Gospel Text: (Matthew 14:13-21)
When Jesus heard of the death of John the Baptist,
he withdrew in a boat to a deserted place by himself.
The crowds heard of this and followed him on foot from their towns.
When he disembarked and saw the vast crowd,
his heart was moved with pity for them, and he cured their sick.
When it was evening, the disciples approached him and said,
“This is a deserted place and it is already late;
dismiss the crowds so that they can go to the villages
and buy food for themselves.”
He said to them, “There is no need for them to go away;
give them some food yourselves.”
But they said to him,
“Five loaves and two fish are all we have here.”
Then he said, “Bring them here to me,”
and he ordered the crowds to sit down on the grass.
Taking the five loaves and the two fish, and looking up to heaven,
he said the blessing, broke the loaves,
and gave them to the disciples,
who in turn gave them to the crowds.
They all ate and were satisfied,
and they picked up the fragments left over–
twelve wicker baskets full.
Those who ate were about five thousand men,
not counting women and children.

In today's gospel reading Jesus tries to take some time for Himself to mourn the death of John, a close relative and a good man who took his faith quite seriously; maybe Jesus even foresaw in John's death His own destiny. When the crowds flock to Him and He sees their need, however, Jesus sets His own needs and desires aside and ministers to them, body and soul.

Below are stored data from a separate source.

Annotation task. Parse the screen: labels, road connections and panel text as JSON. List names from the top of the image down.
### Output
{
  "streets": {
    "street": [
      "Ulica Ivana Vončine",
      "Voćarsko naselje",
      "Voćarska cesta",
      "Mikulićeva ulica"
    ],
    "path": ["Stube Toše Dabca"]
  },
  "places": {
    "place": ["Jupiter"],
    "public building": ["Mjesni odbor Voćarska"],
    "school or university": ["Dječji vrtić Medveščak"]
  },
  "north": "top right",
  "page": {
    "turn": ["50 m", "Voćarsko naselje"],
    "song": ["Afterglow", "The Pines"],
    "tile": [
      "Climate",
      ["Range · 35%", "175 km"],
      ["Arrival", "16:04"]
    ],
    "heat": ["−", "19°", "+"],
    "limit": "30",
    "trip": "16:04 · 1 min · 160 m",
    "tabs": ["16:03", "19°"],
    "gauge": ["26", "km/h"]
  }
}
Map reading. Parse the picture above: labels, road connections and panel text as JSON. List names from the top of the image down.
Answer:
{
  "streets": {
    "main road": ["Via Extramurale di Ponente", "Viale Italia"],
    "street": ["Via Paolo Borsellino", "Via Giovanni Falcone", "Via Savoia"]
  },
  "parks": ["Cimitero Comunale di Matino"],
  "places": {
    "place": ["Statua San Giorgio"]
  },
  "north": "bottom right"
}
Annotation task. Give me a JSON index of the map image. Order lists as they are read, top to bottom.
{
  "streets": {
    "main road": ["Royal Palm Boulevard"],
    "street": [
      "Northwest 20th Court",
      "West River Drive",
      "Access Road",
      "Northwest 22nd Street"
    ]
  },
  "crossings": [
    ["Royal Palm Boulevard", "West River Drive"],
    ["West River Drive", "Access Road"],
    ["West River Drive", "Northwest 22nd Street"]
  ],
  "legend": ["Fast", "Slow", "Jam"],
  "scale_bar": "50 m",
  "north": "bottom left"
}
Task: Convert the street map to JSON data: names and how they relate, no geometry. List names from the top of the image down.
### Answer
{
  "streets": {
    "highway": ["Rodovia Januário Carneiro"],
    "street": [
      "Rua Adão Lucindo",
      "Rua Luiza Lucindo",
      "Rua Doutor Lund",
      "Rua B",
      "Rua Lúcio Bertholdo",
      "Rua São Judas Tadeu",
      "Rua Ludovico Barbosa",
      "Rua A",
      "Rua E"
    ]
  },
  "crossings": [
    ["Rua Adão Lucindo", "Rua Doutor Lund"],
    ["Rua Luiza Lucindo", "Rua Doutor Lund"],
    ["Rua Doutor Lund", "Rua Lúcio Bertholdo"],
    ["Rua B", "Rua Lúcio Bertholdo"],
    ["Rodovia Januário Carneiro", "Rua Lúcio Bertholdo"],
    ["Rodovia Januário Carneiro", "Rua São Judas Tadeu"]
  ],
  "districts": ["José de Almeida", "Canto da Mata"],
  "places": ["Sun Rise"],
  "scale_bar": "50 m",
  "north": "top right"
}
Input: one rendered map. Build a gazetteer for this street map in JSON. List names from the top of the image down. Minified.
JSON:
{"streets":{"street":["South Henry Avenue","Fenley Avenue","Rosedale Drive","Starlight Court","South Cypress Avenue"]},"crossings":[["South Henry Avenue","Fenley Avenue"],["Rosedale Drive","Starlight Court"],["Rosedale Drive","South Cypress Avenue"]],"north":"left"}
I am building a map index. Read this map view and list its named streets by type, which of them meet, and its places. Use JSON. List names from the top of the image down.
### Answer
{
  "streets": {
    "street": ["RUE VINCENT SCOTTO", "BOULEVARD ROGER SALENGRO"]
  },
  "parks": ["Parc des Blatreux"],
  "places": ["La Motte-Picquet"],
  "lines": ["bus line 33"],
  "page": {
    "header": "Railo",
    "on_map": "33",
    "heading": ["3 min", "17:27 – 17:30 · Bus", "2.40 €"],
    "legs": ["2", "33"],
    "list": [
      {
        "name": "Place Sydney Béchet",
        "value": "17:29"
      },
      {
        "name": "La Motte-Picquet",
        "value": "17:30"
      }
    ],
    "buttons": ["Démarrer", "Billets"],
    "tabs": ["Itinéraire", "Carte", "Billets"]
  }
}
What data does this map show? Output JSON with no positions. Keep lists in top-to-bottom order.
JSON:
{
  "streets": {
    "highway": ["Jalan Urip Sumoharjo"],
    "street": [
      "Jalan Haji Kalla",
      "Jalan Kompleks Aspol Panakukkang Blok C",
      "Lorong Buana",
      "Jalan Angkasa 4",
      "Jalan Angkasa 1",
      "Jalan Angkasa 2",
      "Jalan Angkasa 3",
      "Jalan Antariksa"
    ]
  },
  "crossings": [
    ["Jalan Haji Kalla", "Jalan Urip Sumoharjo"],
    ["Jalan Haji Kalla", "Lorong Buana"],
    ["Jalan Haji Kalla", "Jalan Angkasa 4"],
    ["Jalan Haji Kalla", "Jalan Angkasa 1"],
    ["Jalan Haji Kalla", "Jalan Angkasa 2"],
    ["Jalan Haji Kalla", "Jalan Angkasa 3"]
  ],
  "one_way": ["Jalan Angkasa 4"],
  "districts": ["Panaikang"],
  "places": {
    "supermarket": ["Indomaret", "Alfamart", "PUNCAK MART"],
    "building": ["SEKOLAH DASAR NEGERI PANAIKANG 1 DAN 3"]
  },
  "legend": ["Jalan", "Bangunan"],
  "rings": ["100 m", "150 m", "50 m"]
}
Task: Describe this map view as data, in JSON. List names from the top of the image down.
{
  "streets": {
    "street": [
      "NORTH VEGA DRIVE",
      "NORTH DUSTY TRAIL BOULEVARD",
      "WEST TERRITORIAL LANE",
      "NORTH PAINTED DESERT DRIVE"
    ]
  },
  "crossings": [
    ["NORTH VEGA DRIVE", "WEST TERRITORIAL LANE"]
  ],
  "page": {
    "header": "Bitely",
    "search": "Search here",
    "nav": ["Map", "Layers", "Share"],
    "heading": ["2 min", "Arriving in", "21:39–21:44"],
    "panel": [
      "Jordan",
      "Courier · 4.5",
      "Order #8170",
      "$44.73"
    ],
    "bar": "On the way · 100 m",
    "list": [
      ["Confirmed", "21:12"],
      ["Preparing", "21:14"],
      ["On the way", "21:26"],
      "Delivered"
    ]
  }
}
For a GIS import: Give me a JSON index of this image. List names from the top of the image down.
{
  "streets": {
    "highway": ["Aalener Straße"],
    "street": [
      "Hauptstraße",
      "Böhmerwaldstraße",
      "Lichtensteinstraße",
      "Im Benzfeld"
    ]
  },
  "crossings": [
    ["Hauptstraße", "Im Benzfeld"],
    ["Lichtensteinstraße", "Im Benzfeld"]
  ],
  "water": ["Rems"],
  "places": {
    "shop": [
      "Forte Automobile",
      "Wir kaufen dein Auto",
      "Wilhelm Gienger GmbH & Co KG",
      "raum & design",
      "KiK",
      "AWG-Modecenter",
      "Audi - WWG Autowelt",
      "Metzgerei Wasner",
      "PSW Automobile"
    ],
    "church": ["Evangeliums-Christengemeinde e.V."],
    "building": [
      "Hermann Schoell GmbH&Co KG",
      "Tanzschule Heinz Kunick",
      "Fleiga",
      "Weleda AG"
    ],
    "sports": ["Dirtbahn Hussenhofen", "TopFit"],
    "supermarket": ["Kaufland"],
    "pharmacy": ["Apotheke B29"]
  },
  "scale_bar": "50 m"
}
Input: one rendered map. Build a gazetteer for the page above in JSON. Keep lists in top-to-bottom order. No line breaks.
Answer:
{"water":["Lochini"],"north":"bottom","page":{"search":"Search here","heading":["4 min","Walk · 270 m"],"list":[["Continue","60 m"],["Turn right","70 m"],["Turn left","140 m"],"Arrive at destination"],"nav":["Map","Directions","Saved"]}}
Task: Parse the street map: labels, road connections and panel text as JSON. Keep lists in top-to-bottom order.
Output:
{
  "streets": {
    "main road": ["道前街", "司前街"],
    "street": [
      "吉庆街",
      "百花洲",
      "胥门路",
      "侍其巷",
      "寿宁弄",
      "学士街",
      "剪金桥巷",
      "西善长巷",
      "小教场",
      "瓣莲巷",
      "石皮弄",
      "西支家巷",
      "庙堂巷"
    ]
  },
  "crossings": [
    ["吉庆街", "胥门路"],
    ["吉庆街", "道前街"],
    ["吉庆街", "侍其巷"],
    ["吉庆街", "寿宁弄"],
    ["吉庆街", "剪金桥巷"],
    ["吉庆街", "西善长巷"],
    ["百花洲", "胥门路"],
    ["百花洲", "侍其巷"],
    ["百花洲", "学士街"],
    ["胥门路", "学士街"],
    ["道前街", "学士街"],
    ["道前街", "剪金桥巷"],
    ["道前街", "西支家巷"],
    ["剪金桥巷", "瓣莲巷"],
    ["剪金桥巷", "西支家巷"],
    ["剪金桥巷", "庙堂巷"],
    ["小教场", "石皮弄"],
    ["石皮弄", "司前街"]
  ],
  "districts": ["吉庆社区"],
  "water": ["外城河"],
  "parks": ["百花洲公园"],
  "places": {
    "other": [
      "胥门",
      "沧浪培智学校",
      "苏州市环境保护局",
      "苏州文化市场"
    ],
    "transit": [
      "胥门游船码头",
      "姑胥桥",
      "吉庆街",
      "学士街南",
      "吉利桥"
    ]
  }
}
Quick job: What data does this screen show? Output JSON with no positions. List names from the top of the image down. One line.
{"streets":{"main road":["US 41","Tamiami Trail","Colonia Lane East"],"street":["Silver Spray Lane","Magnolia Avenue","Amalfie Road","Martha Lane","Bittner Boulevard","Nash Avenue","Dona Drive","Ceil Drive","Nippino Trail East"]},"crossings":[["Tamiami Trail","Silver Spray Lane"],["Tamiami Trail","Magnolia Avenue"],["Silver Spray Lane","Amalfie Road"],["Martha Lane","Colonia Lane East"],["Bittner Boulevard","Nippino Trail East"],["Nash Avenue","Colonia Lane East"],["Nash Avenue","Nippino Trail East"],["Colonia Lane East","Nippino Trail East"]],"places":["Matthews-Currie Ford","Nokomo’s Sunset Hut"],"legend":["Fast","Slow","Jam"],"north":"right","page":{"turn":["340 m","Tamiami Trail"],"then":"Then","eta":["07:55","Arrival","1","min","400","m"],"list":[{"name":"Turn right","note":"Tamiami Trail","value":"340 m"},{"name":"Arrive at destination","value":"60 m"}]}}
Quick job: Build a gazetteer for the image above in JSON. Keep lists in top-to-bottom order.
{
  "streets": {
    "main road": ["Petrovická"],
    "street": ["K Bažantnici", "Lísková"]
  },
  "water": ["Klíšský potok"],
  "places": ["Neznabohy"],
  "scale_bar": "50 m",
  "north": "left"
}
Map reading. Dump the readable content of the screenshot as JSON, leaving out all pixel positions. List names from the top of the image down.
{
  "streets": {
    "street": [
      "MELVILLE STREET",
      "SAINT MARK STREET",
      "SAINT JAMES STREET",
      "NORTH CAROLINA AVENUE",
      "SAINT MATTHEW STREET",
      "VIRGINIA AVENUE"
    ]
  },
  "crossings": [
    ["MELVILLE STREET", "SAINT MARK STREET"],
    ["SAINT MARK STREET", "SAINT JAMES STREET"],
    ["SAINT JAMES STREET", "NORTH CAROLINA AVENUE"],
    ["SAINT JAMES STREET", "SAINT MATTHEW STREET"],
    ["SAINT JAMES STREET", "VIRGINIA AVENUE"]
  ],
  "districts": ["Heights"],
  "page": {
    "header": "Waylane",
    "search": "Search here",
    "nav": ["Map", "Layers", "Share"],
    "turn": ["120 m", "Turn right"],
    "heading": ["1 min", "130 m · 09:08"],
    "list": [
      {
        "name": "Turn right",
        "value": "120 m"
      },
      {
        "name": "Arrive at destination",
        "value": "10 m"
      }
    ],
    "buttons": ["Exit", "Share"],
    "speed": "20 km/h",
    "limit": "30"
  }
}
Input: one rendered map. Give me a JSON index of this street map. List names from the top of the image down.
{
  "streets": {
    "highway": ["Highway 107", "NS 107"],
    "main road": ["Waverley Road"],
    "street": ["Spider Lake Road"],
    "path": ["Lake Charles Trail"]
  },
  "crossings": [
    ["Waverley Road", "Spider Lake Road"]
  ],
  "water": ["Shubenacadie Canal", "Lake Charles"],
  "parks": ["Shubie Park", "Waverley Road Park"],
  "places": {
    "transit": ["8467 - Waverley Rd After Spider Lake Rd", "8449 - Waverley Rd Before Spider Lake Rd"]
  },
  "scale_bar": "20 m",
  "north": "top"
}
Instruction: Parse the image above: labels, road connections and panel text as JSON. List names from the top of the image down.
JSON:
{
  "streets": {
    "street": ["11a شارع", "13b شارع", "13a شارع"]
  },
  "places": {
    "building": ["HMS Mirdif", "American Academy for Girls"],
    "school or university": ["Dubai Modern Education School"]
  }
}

The disciples care about the crowds in their own way, as they have begun to learn that other-centeredness which is so much a part of Jesus' teaching. They are not aware that they can do more, but they turn to Jesus in their need --- and He tells to them to feed the crowd themselves. They do not see what He is getting at, but Jesus takes what they think is only a little and blesses it. Putting that back into their hands, they suddenly have enough to take care of the people as they wish to, but only because they gave Jesus what they had and He blessed that tiny amount of bread and fish.

We ourselves wish to care for others, but we also believe that we do not have enough to do the great things that our hearts dream of. But do we turn our gifts over to Jesus, along with our hopes and dreams, and let Him bless them? Do we then trust that we too have enough to perform miracles of love?